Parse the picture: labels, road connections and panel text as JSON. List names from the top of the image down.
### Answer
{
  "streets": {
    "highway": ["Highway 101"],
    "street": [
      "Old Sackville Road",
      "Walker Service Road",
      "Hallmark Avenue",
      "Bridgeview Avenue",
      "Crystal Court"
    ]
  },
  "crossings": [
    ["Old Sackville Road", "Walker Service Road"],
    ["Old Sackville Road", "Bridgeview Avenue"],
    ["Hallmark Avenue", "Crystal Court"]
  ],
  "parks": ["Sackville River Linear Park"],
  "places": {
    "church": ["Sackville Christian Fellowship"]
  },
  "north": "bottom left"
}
* * *
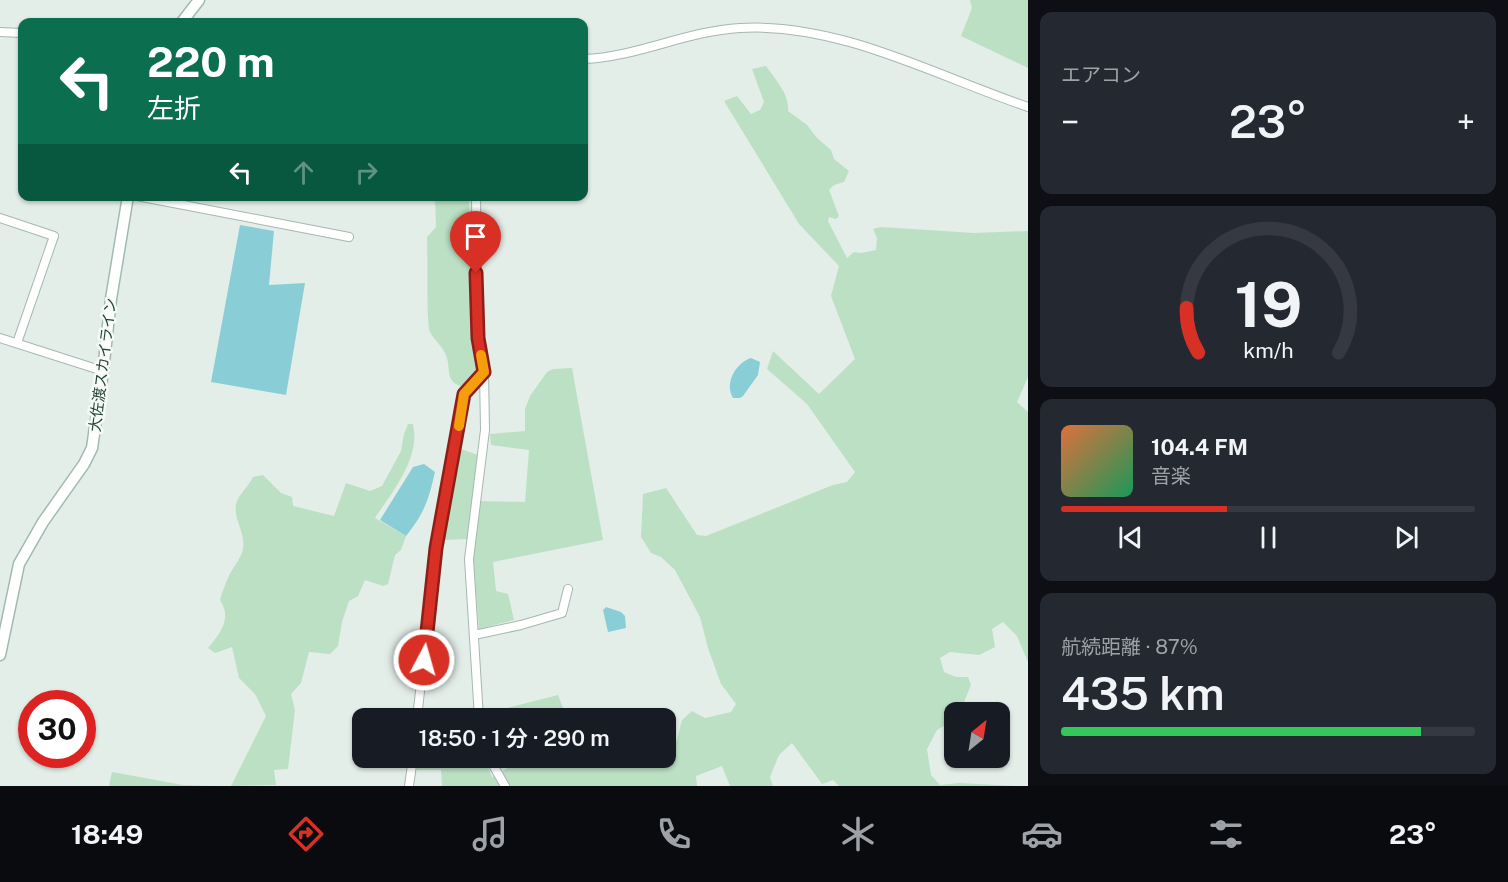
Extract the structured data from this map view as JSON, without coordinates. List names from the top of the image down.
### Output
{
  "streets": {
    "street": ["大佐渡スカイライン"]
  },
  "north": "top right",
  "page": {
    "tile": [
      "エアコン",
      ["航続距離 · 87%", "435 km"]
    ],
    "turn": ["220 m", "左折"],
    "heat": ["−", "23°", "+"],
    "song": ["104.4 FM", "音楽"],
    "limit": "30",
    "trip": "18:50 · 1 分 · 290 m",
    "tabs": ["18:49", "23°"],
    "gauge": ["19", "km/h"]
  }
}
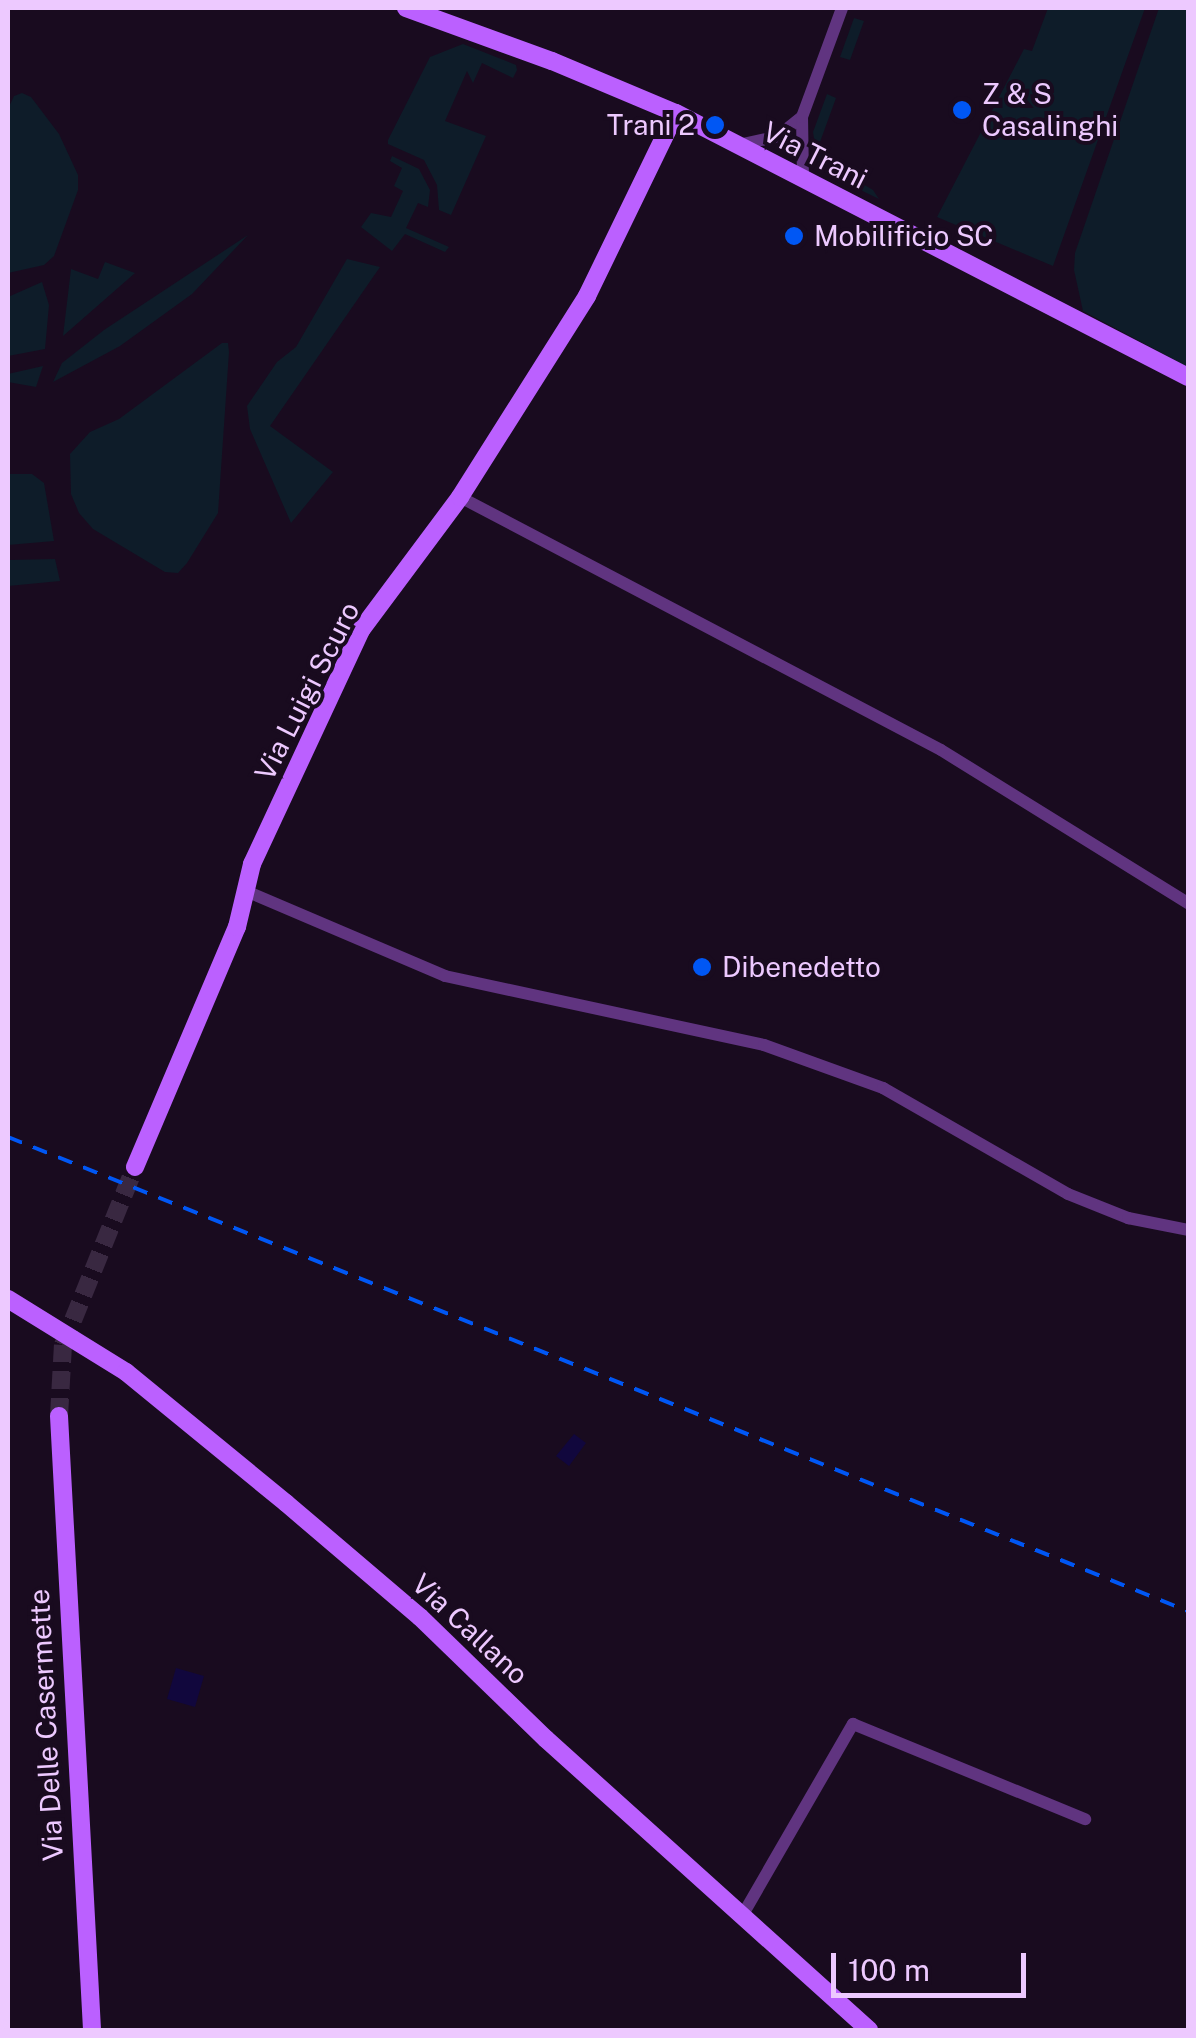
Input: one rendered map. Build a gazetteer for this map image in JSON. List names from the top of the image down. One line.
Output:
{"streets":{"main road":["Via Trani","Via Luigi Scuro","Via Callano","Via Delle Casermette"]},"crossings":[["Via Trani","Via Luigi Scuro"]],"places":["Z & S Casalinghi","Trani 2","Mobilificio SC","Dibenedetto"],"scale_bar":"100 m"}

## Assigned task:
Copy out every line of the listing that contains the string "names".

## Solution:
Parse the picture: labels, road connections and panel text as JSON. List names from the top of the image down.
Extract the structured data from this map view as JSON, without coordinates. List names from the top of the image down.
Input: one rendered map. Build a gazetteer for this map image in JSON. List names from the top of the image down. One line.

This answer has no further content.